Étonnantes perceptions

Les animaux sont dotés de capacités sensorielles particulières qui surpassent largement celles des hommes. A titre d’exemples, certains oiseaux et caméléons voient presque à 360°, les gammes sonores perceptibles par les dauphins peuvent atteindre 200 000 Hertz, et les saumons sont capables de retrouver leur rivière natale après une longue migration dans l’océan. Et que dire des chauves-souris se déplaçant grâce à un sonar extrêmement sophistiqué, des oiseaux migrateurs s’orientant par rapport aux étoiles et des raies identifiant leurs proies par électrolocalisation ?

Au-delà de ces aptitudes inhérentes à la vie quotidienne, de nombreuses études font état des facultés extrasensorielles des animaux, notamment la télépathie et la prémonition. En témoignent les cas de chevaux s’éloignant d’un volcan quelques heures avant son éruption, de vaches refusant de franchir un ravin dans lequel un éboulement va se produire, ou encore les nombreux animaux de compagnie capables de percevoir le décès de leur maître, y compris lorsqu’ils sont éloignés l’un de l’autre. « A l’évidence, l’animal perçoit très clairement l’interruption du champ énergétique chez le décédé, écrit Bernard Baudouin, et de ce fait la rupture du lien télépathique qui le reliait à celui-ci. Tout cela prouve à quel point les animaux échangent incessamment des ondes et des informations non seulement avec leurs congénères mais aussi avec le reste du monde. »


Animaux guérisseurs

Si les animaux sont capables de s’entraider entre eux et de veiller sur leurs blessés, leur rôle guérisseur auprès de l’humain est également de plus en plus reconnu. Parmi toutes ses expériences vécues avec les animaux d’Afrique, Astrid Clavé se souvient du petit daman des arbres qu’elle a recueilli et élevé pendant des années. « Alors que je souffrais d’une pneumonie, il est resté accroché à mon bras pendant trois semaines. Je sentais qu’il me transmettait de l’énergie. Quand il est mort, ce fut très dur pour moi.

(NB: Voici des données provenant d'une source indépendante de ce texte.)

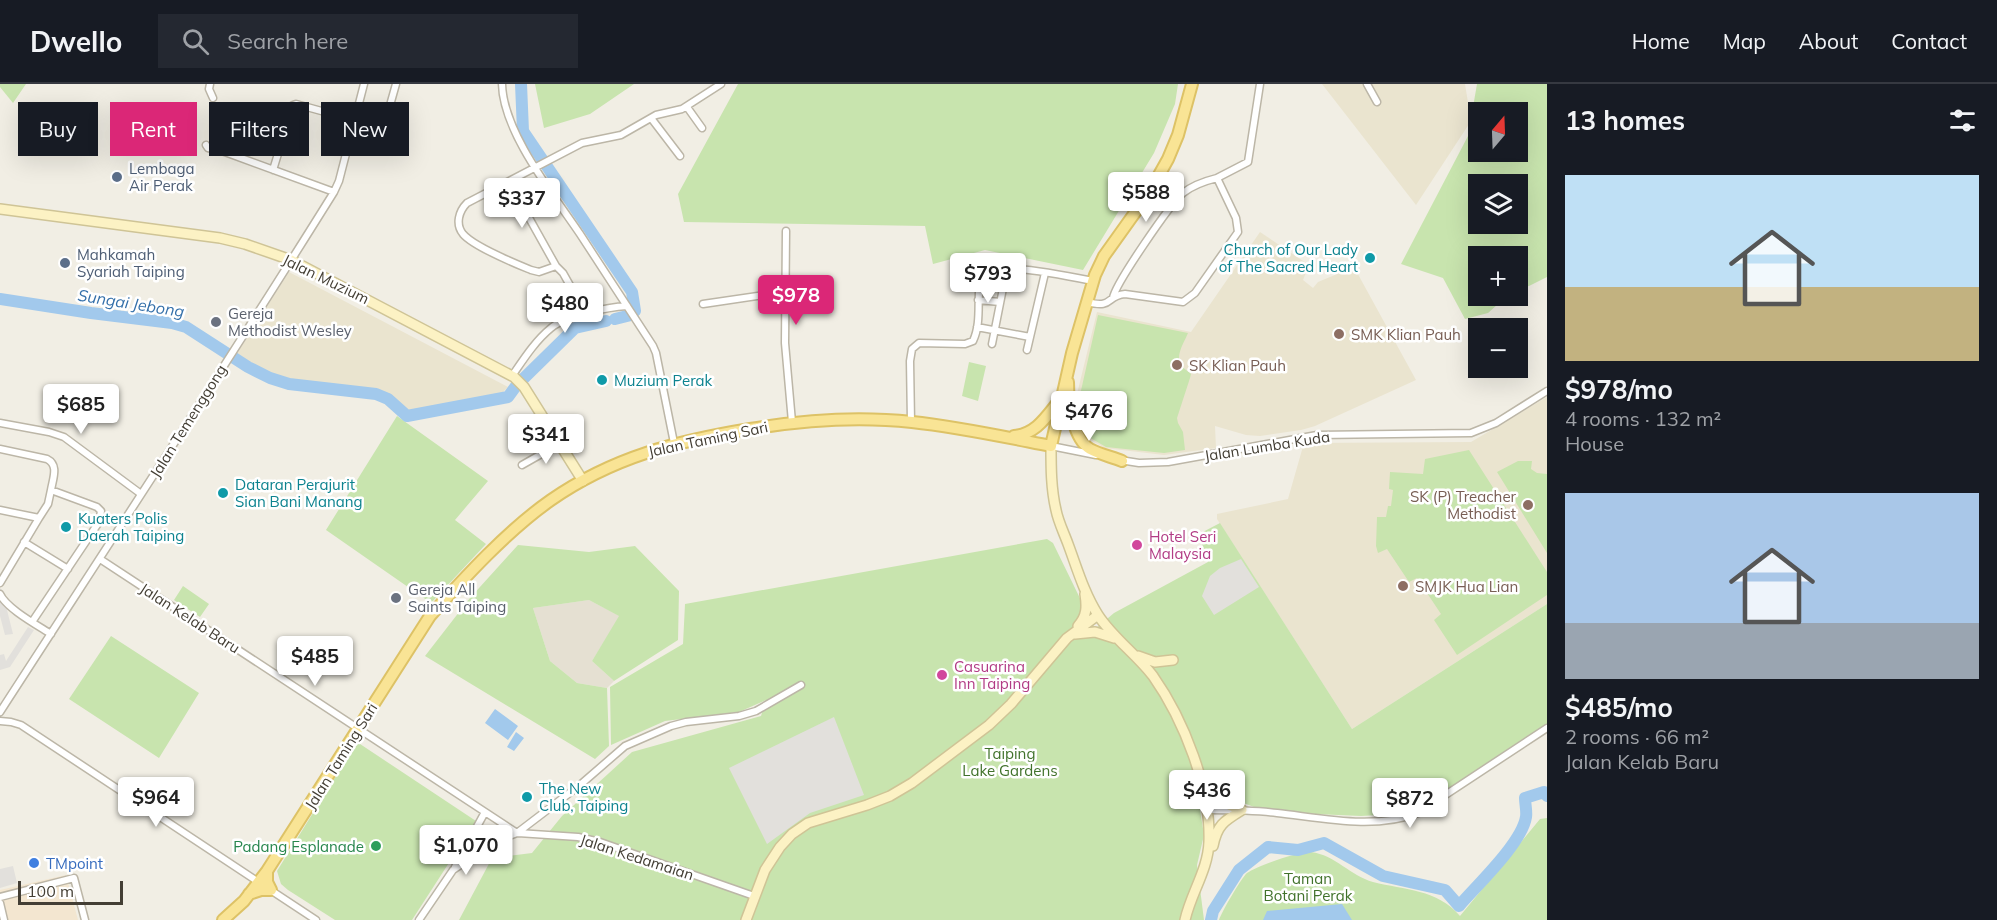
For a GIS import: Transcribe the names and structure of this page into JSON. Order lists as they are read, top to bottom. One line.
{"streets":{"main road":["Jalan Taming Sari"],"street":["Jalan Muzium","Jalan Temenggong","Jalan Lumba Kuda","Jalan Kelab Baru","Jalan Kedamaian"]},"crossings":[["Jalan Muzium","Jalan Temenggong"],["Jalan Muzium","Jalan Taming Sari"],["Jalan Temenggong","Jalan Kelab Baru"],["Jalan Taming Sari","Jalan Lumba Kuda"],["Jalan Taming Sari","Jalan Kelab Baru"],["Jalan Kelab Baru","Jalan Kedamaian"]],"water":["Sungai Jebong"],"parks":["Taiping Lake Gardens","Taman Botani Perak"],"places":["Lembaga Air Perak","Church of Our Lady of The Sacred Heart","Mahkamah Syariah Taiping","Gereja Methodist Wesley","SMK Klian Pauh","SK Klian Pauh","Muzium Perak","Dataran Perajurit Sian Bani Manang","SK (P) Treacher Methodist","Kuaters Polis Daerah Taiping","Hotel Seri Malaysia","SMJK Hua Lian","Gereja All Saints Taiping","Casuarina Inn Taiping","The New Club, Taiping","Padang Esplanade","TMpoint"],"scale_bar":"100 m","north":"top","page":{"header":"Dwello","search":"Search here","nav":["Home","Map","About","Contact"],"heading":"13 homes","map_buttons":["+","−"],"chip":["Buy","Rent","Filters","New"],"list":[{"name":"$978/mo","note":"4 rooms · 132 m² · House"},{"name":"$485/mo","note":"2 rooms · 66 m² · Jalan Kelab Baru"}],"price":["$588","$337","$793","$978","$480","$685","$476","$341","$485","$436","$964","$872","$1,070"],"scale":"100 m"}}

Une amie me proposa d’appeler l’esprit des éléphants pour qu’il me soutienne. Le soir même, une centaine d’entre eux arrivèrent et se postèrent devant les fenêtres du lodge où j’étais alitée. Le directeur du centre n’avait jamais vu ça ! Leur force, leur sagesse et leur bienveillance m’ont été d’une grande aide. » Bernard Baudouin recense dans son livre Animaux guérisseurs toutes les circonstances dans lesquelles les animaux peuvent effectivement devenir de très bons « médiateurs » thérapeutiques et jouer un rôle majeur dans le traitement d’un grand nombre de pathologies. Ils agiraient essentiellement comme des « rééquilibrateurs émotionnels et vibratoires contribuant au rétablissement d’une harmonie essentielle tant au niveau du corps que de l’esprit ». Quoique encore peu développée en France, la zoothérapie entre chaque année dans de nouveaux hôpitaux, maisons de convalescence, résidences pour personnes âgées, ainsi qu’en milieu scolaire et carcéral.

Nager avec des dauphins, écouter le ronronnement d’un chat, prendre soin d’un cheval, se promener avec un âne, jouer avec un rongeur, ou porter un chiot dans ses bras, engendrerait de nombreux bénéfices, notamment la diminution du stress, l’enrayement du processus d’isolement, la réouverture sur le monde, la stimulation de la confiance en soi et de l’élan vital… Déambulant dans les couloirs des hôpitaux de la région de Dijon, le cheval Peyo a fait beaucoup parler de lui sur les réseaux sociaux. Accompagné par son propriétaire Hassen Bouchakour, fondateur de l’association Les Sabots du Cœur, il fait preuve d’une tendresse déroutante envers les personnes fragiles et les enfants. S’il permet de libérer la parole et les souvenirs, Peyo a accompli aussi d’autres exploits. « Je me souviens d’un monsieur qui s’est levé pour aller le caresser, explique Hassen. Le personnel soignant pleurait d’émotion. En réalité, cet homme n’avait pas marché depuis deux ans ! »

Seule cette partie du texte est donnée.